Figure 2: Selecting a target mailbox

It would be nice if Microsoft had included some filtering capability to allow administrators to exclude objects such as room and equipment mailboxes. The fact is that the settings for these mailboxes are hardly ever changed after their initial creation. Being listed in the set of mailboxes only clutters up the list. It’s also evidence of sloppy development and testing by engineers who probably never use Exchange in anger.

It’s the Old Exchange Control Panel

Microsoft claims that the new feature is “modern, faster, and easier to use.” This is code for “we’ve created new screens that match the current design language for Microsoft 365 administrator portals.” The theory works until EAC displays mailbox settings in a new browser window when the full glory of the old Exchange Control Panel (ECP) is revealed (Figure 3).

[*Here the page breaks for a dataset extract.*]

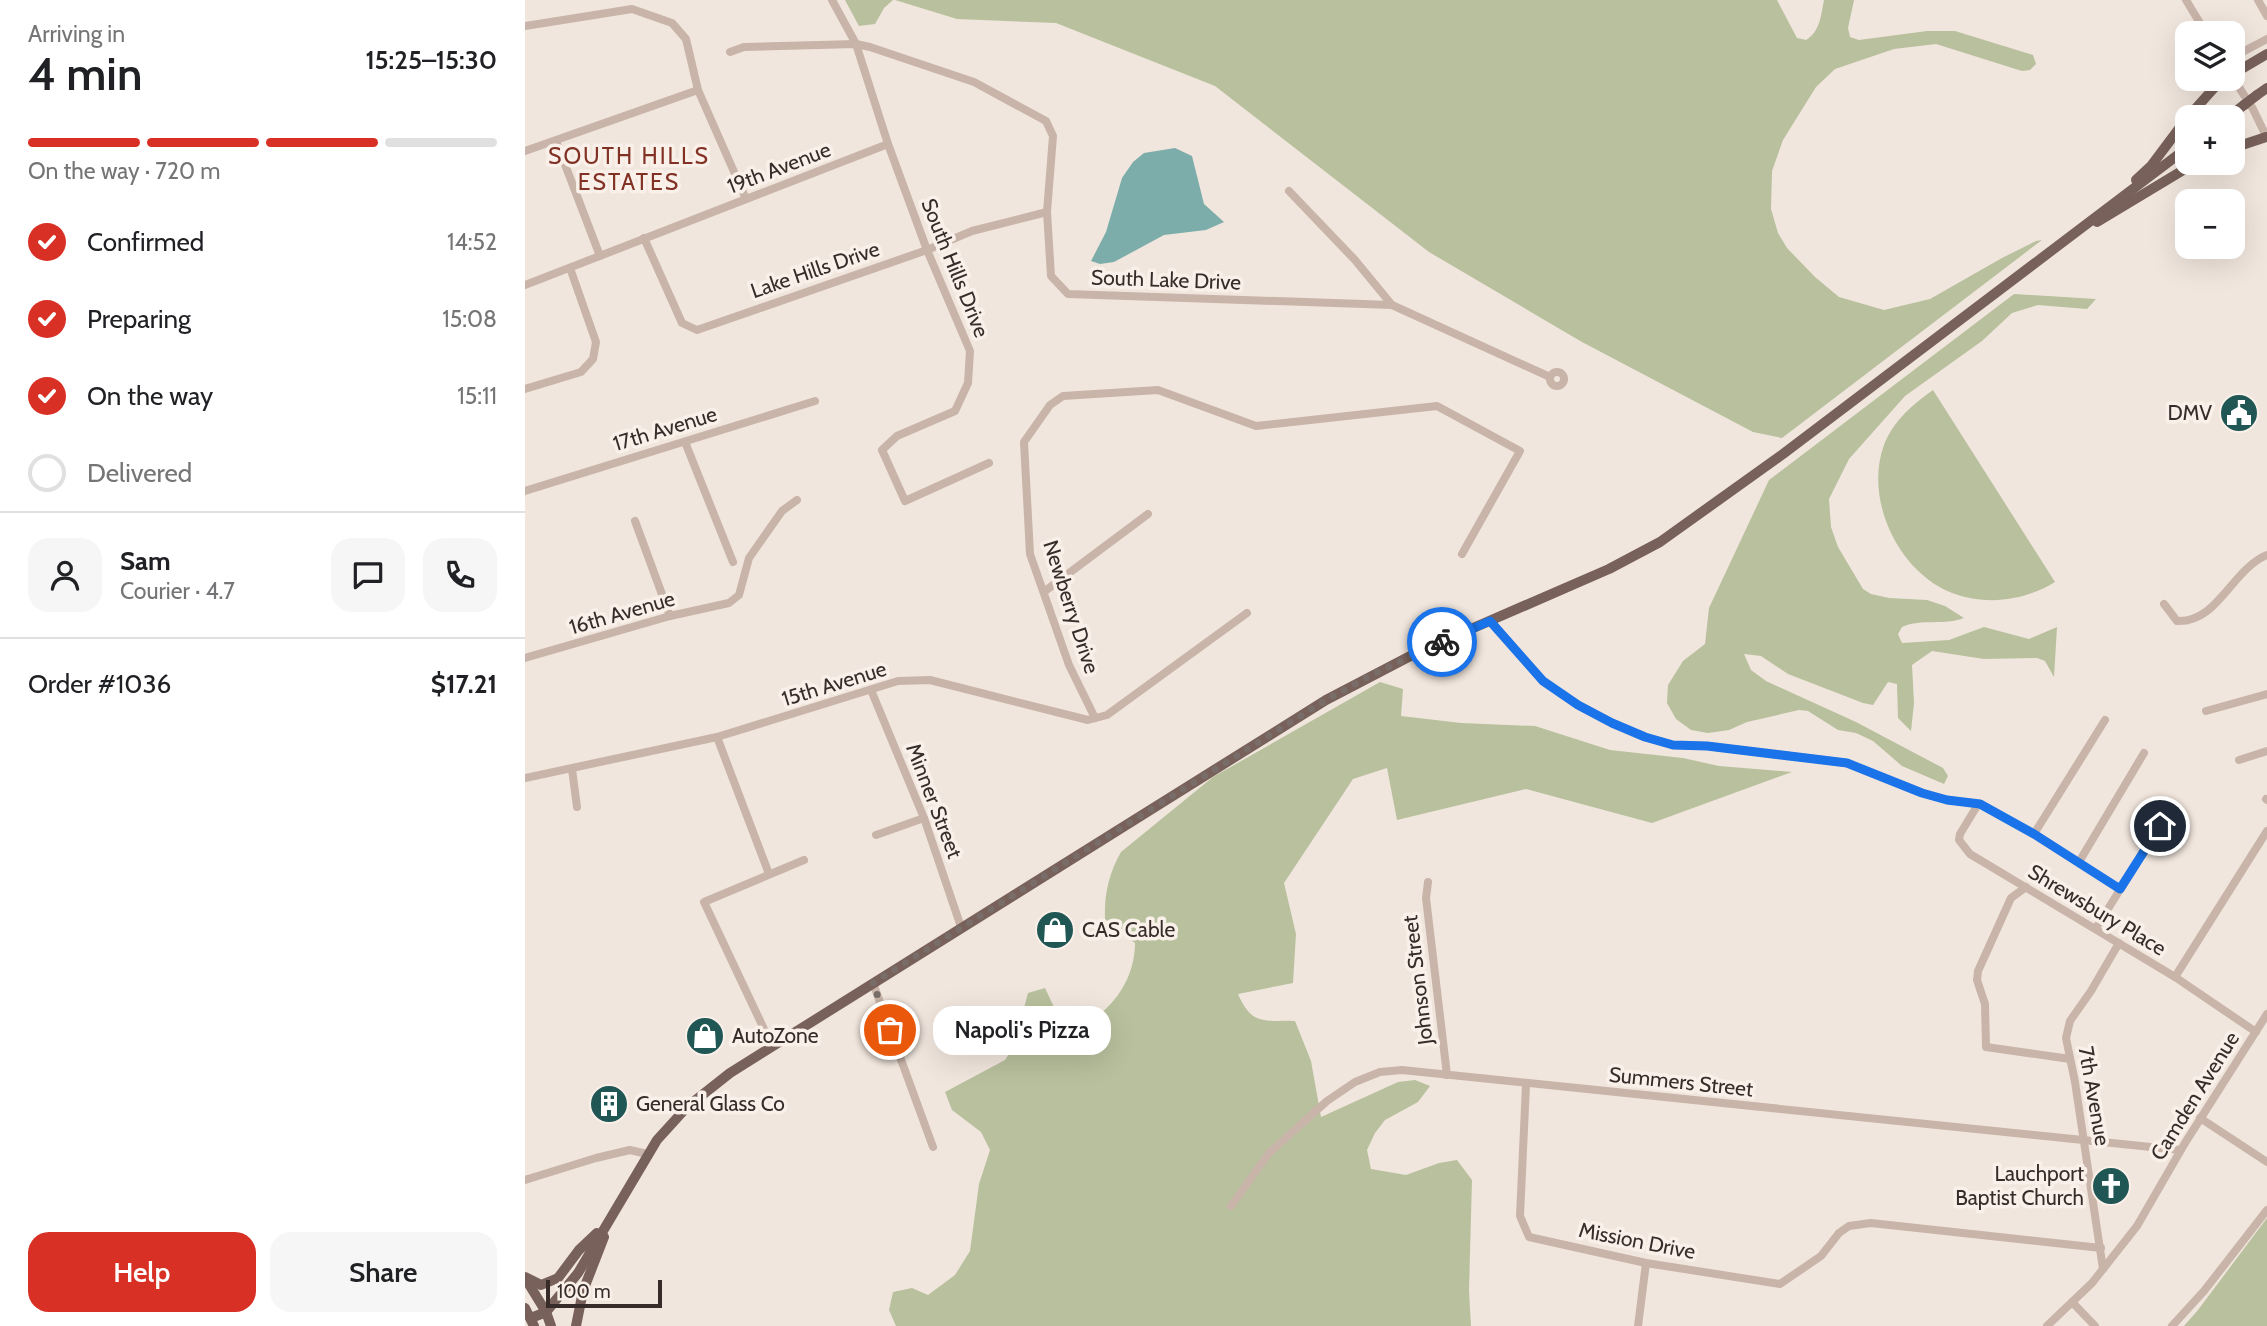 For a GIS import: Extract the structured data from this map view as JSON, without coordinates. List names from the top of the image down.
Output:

ECP first appeared in Exchange Server 2010, so its appearance is very familiar to generations of Exchange administrators.

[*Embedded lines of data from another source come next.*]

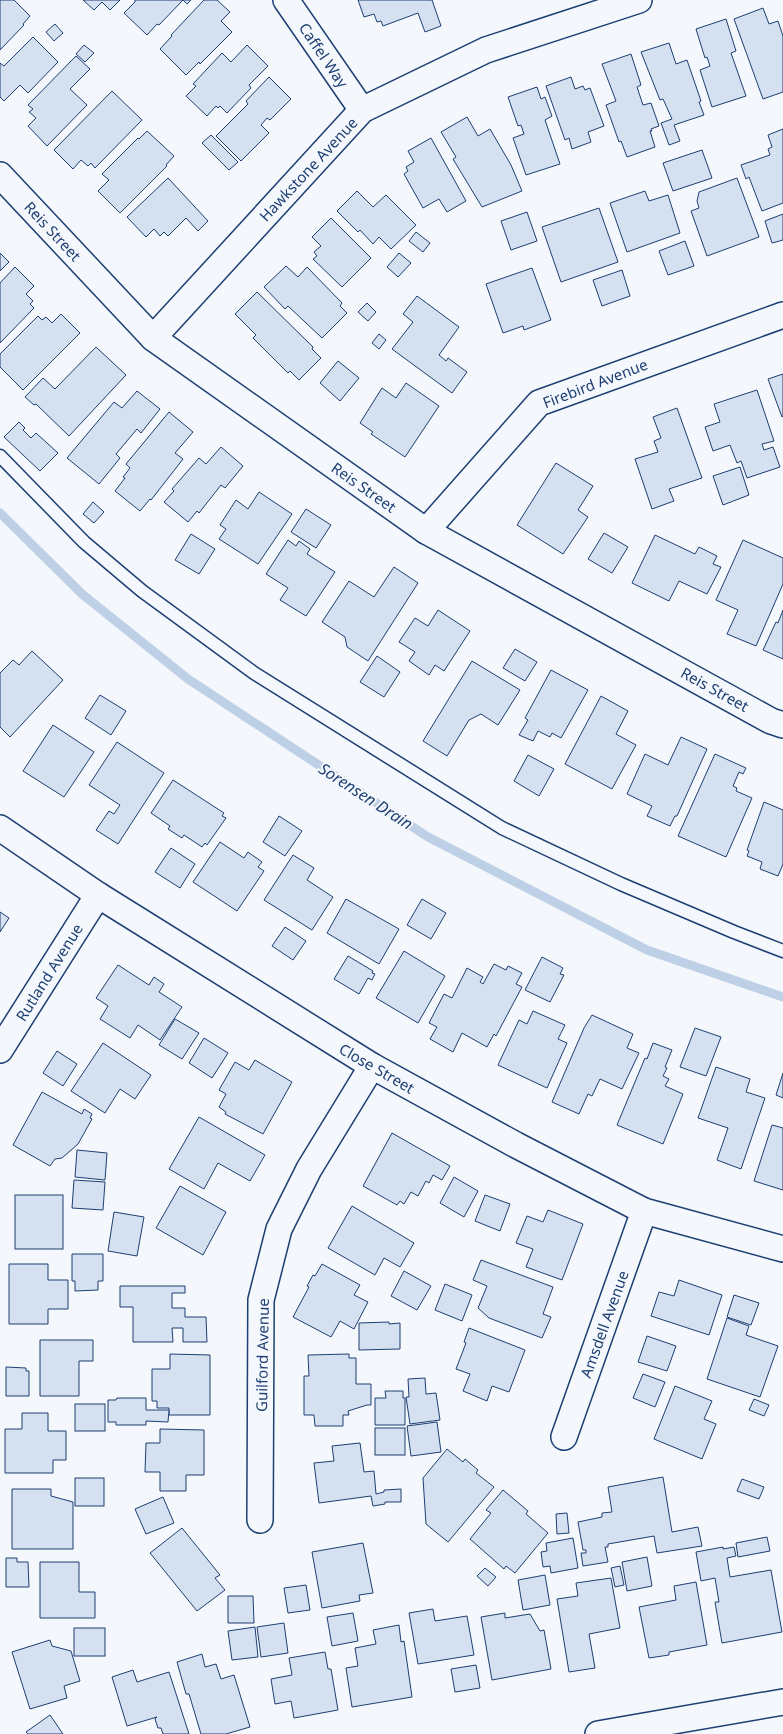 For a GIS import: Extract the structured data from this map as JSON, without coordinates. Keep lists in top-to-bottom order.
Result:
{
  "streets": {
    "street": [
      "Caffel Way",
      "Hawkstone Avenue",
      "Reis Street",
      "Firebird Avenue",
      "Rutland Avenue",
      "Close Street",
      "Amsdell Avenue",
      "Guilford Avenue"
    ]
  },
  "crossings": [
    ["Caffel Way", "Hawkstone Avenue"],
    ["Hawkstone Avenue", "Reis Street"],
    ["Reis Street", "Firebird Avenue"],
    ["Rutland Avenue", "Close Street"],
    ["Close Street", "Amsdell Avenue"],
    ["Close Street", "Guilford Avenue"]
  ],
  "water": ["Sorensen Drain"]
}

The old ECP is revealed in all its glory.
Figure 3: The old ECP is revealed in all its glory.

The performance of the old ECP is not fast and I spent time waiting for ECP to fetch mailbox settings (Figure 4). Updating settings works as expected, but this experience is not modern nor faster as promised.

Waiting for ECP.
Figure 4: Waiting for ECP

Further evidence of a lack of testing is in calendar settings where ECP displays an error message about a deprecated cmdlet (Figure 5). This is possibly because ECP calls the old Get-TxpUserSettings cmdlet to fetch information about creating events (like airline bookings) from inbound email.

A warning about an obsolete cmdlet.
Figure 5: A warning about an obsolete cmdlet

The last time the Get-TxpUserSettings cmdlet featured in the Office 365 for IT Pros eBook was the 2020 edition, so the obsolete status for the cmdlet is not new.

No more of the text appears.